I would be grateful for the help with jQuery, but I'm with you)



    2 answers 2

    Using .hover () is not justified in your case. It is better to use it when you need the opposite effect when you move the cursor from the element. Use mouseenter () or mouseover ().

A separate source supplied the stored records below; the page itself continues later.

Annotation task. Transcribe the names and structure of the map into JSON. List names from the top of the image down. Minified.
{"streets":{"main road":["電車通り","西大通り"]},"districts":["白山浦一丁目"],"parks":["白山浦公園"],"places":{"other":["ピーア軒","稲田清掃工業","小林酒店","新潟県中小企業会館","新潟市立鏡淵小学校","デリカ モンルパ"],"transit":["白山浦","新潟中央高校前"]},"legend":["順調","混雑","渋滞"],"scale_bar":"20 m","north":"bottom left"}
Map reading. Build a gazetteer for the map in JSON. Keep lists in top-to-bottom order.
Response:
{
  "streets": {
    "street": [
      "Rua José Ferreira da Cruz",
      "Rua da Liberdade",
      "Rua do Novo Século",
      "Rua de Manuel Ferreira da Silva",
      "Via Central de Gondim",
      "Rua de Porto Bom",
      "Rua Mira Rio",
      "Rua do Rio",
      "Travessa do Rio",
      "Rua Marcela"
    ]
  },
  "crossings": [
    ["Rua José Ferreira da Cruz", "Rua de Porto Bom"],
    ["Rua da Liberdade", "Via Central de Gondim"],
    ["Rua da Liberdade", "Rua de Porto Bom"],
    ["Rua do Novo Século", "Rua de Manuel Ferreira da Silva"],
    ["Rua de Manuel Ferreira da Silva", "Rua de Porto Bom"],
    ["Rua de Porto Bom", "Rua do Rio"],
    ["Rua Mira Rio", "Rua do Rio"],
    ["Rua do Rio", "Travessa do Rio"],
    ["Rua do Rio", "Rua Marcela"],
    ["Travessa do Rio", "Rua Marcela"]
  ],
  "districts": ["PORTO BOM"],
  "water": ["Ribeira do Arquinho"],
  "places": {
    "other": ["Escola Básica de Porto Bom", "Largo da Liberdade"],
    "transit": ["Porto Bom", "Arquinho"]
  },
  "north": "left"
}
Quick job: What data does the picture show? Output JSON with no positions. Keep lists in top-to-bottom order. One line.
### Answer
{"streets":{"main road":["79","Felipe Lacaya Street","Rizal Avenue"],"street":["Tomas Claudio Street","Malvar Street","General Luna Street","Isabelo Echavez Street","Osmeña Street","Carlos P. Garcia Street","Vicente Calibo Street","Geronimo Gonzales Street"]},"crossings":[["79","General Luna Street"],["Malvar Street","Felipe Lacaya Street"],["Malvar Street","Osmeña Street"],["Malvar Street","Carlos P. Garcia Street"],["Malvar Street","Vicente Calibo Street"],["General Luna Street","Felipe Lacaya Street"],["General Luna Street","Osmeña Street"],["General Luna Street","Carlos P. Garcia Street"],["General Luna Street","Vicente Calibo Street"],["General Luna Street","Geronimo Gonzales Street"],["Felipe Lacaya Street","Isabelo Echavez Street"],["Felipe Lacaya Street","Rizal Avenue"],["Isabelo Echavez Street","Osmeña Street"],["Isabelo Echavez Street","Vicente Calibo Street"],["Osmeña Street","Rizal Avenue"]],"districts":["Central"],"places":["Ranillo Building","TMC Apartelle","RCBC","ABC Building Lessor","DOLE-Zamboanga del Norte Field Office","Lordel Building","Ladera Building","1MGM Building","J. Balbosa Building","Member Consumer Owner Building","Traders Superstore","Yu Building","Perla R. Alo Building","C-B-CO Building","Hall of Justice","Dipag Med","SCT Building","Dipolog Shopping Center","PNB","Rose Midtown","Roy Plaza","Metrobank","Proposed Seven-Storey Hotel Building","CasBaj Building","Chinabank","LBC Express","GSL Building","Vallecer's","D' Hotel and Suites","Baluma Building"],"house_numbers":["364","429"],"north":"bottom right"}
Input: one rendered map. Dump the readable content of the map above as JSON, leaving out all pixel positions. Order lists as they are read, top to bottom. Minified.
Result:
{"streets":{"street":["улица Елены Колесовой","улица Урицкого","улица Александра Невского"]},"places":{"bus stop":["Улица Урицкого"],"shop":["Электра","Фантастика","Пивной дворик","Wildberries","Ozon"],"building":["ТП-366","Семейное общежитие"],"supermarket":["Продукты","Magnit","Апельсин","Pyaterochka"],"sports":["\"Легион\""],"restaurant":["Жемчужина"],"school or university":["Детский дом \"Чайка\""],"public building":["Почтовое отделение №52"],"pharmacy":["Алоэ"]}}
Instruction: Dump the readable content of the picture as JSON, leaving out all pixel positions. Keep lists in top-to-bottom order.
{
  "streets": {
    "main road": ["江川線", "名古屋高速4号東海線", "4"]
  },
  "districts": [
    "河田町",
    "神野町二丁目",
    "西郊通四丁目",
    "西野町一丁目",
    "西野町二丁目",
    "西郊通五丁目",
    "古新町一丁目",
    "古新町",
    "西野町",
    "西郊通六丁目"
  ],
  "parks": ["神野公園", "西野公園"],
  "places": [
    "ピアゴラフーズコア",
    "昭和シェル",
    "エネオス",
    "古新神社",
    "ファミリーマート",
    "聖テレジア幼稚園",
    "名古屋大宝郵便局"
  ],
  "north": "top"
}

Try on

    HTML

     <div id="some_list"> <a href="">Point 1</a> <a href="">Point 2</a> <a href="">Point 3</a> </div>

    jQuery

     var listPoint = $("#some_list a"); listPoint.mouseenter(function(){ listPoint.css({ fontWeight: 'normal', color: '#000' }) $(this).css({ fontWeight: 'bold', color: '#060' }); });

    In your case - enough:

     $(".leftBlock").mouseenter(function(){ $("#image").attr("src",$(this).attr("image_src")); });

    Until the cursor is hovering over the next #leftBlock element, the picture will remain unchanged.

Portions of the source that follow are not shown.